Pamela, Pamela (and you too Leaf), calm down. Sit back from that red-hot keyboard and chill-out. Of course, you won’t be anywhere near as chilled as the dozen or so OAPs in the UK who will die tonight (or the 30,000+ who will freeze to death this winter) because of government policies that have made fuel so expensive that only pop-tarts and football players can now afford to keep warm – along with politicians and gravy-sipping climate scientists of course. But no matter, let the old folk die. What is more important is that the gravy-train keeps on rolling. The community of gravy-sippers (a 97% majority so I’ve been told) has, for the past decade or so, been telling us that we, the people (not the gravy-sippers or politicians) have so ruined our world that we are destined to be drowned in a boiling sea as it rises inexorably above our heads. The science is settled, they declared; no doubt, they confirmed; a consensus, they assured us. So confident were they that they made no mention [I’ll repeat that little bit – no mention] of colder winters being caused by rising temperatures, no mention at all until new research suddenly discovered this strange phenomenon after the fact. Yes, the gravy-sippers assured us, we are in a warming world and we are all going to die unless we give them billions more Dollars, Pounds, Euros, Yen (you get the picture) in order that they can make more studies, more calculations, more prophesies of doom that will require yet more money to resolve.
So, thanks to the gravy-sippers, our glorious leaders (warm and power-crazed to a man and/or woman) told us to throw away our woolly gloves and instead buy Bermuda shorts; install gas boilers that only function safely when it’s so warm that you don’t need them; recycle our sledges because snow is a thing of the past and children will never again see it except in Jimmy Stewart movies; give all our spare cash to the WWF to save polar bears that have apparently now found the Arctic so warm that they’ve migrated to the Antarctic.

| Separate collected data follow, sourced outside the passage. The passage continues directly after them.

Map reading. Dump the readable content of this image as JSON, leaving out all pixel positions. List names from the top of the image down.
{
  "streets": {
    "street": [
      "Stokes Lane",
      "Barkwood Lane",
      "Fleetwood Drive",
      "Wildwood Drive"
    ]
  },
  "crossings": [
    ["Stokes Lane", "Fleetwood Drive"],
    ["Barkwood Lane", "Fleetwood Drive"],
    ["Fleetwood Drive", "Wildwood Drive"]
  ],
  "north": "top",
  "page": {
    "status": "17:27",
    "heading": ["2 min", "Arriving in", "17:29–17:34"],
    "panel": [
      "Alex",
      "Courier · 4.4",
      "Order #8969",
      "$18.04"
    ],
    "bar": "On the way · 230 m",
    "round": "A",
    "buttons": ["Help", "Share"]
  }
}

Better still, our leaders, at the behest of the gravy-sippers, declared that huge, power-generating windmills be planted across the length and breadth of the land in order that they could stand motionless and cold on those cold, wind-less days when their power was needed the most, making no mention of the fact that those wonderful windmills actually consume power on cold, wind-less days – good job we have at least one coal-fired power station still standing.
Get the picture, Pamela (and Leaf)? No? Well, I’ll tell you. Speaking for myself, I am sick and tired of you, the gravy-sippers, telling me one thing while I can see another. Anyone who has been on this planet for a few decades will tell you that they remember what the gravy-sippers were telling them a few decades ago – YOU’RE GOING TO FREEZE! That gravy-train went off the rails a tad so; a new meme was thought up – YOU’RE GOING TO FRY!

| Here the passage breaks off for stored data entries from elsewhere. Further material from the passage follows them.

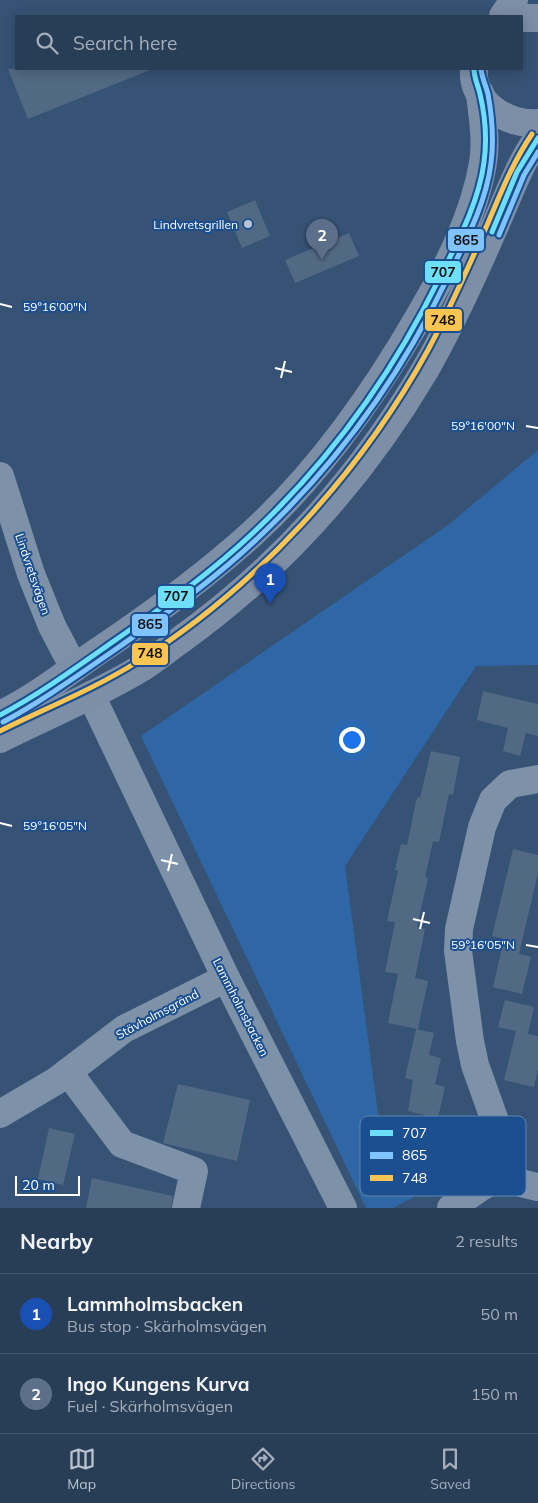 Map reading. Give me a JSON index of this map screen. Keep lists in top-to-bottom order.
{
  "streets": {
    "street": ["Lindvretsvägen", "Lammholmsbacken", "Stävholmsgränd"]
  },
  "crossings": [
    ["Lammholmsbacken", "Stävholmsgränd"]
  ],
  "places": ["Lindvretsgrillen"],
  "lines": ["transit line 707", "transit line 865", "transit line 748"],
  "legend": ["707", "865", "748"],
  "scale_bar": "20 m",
  "page": {
    "search": "Search here",
    "pins": ["2", "1"],
    "scale": "20 m",
    "heading": ["Nearby", "2 results"],
    "list": [
      {
        "mark": "1",
        "name": "Lammholmsbacken",
        "note": "Bus stop · Skärholmsvägen",
        "value": "50 m"
      },
      {
        "mark": "2",
        "name": "Ingo Kungens Kurva",
        "note": "Fuel · Skärholmsvägen",
        "value": "150 m"
      }
    ],
    "nav": ["Map", "Directions", "Saved"]
  },
  "coordinates": ["59°16'00\"N", "59°16'05\"N"]
}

Give me a break. I will continue to prod the likes of you (and I’ve no idea who you are so don’t take it personally) and Leaf as long as gravy-sippers continue to cock their snooty noses and wave dismissive hands at those who will be taxed into a frozen grave because of the gravy-sippers’ insatiable desire for gravy. Get in the real world. Try telling an 89-year-old WW2 veteran that you have calculated this or that to, and I quote, “(0.05+0.5)/2= 0.275% out of 1361 W/m2 would be 3.7 W/m2 This would indeed produce a 0.275/4=0.07% change in temperature or 0.2C,” end quote; and that because you are a world-renowned gravy-sipper you must be believed so shiver without complaint until you die. Instead, try telling that 89-year-old WW2 veteran that the foolish prognostications of the gravy-sipping community have so polluted the waters of scientific knowledge that the scientific community is a laughing-stock, and that the only people who have yet to realise it are those in the scientific community – and our glorious leaders, of course. But no, you would never do that; you don’t have the integrity – only the gravy stains.
Pops says:
January 2, 2011 at 4:14 pm
only the gravy stains.
With gravy dripping onto the keyboard I’ll tell you that I too prefer global warming, bring it on, the more the better. Warm is better than cold. And could human-kind contribute, let’s do what we can. Perhaps we can stave off the next ice age. You seem to blame the sun for the cold [it’s got to be somebody’s fault, right?], personally I do not. The politicians are elected, so must reflect what the people want, right? A people has the government it deserves [at least in the parts of the world where people think they have democracy]. Perhaps Dyson’s dictum applies to the voters, too.
Pops: Thank you for your service in WWII.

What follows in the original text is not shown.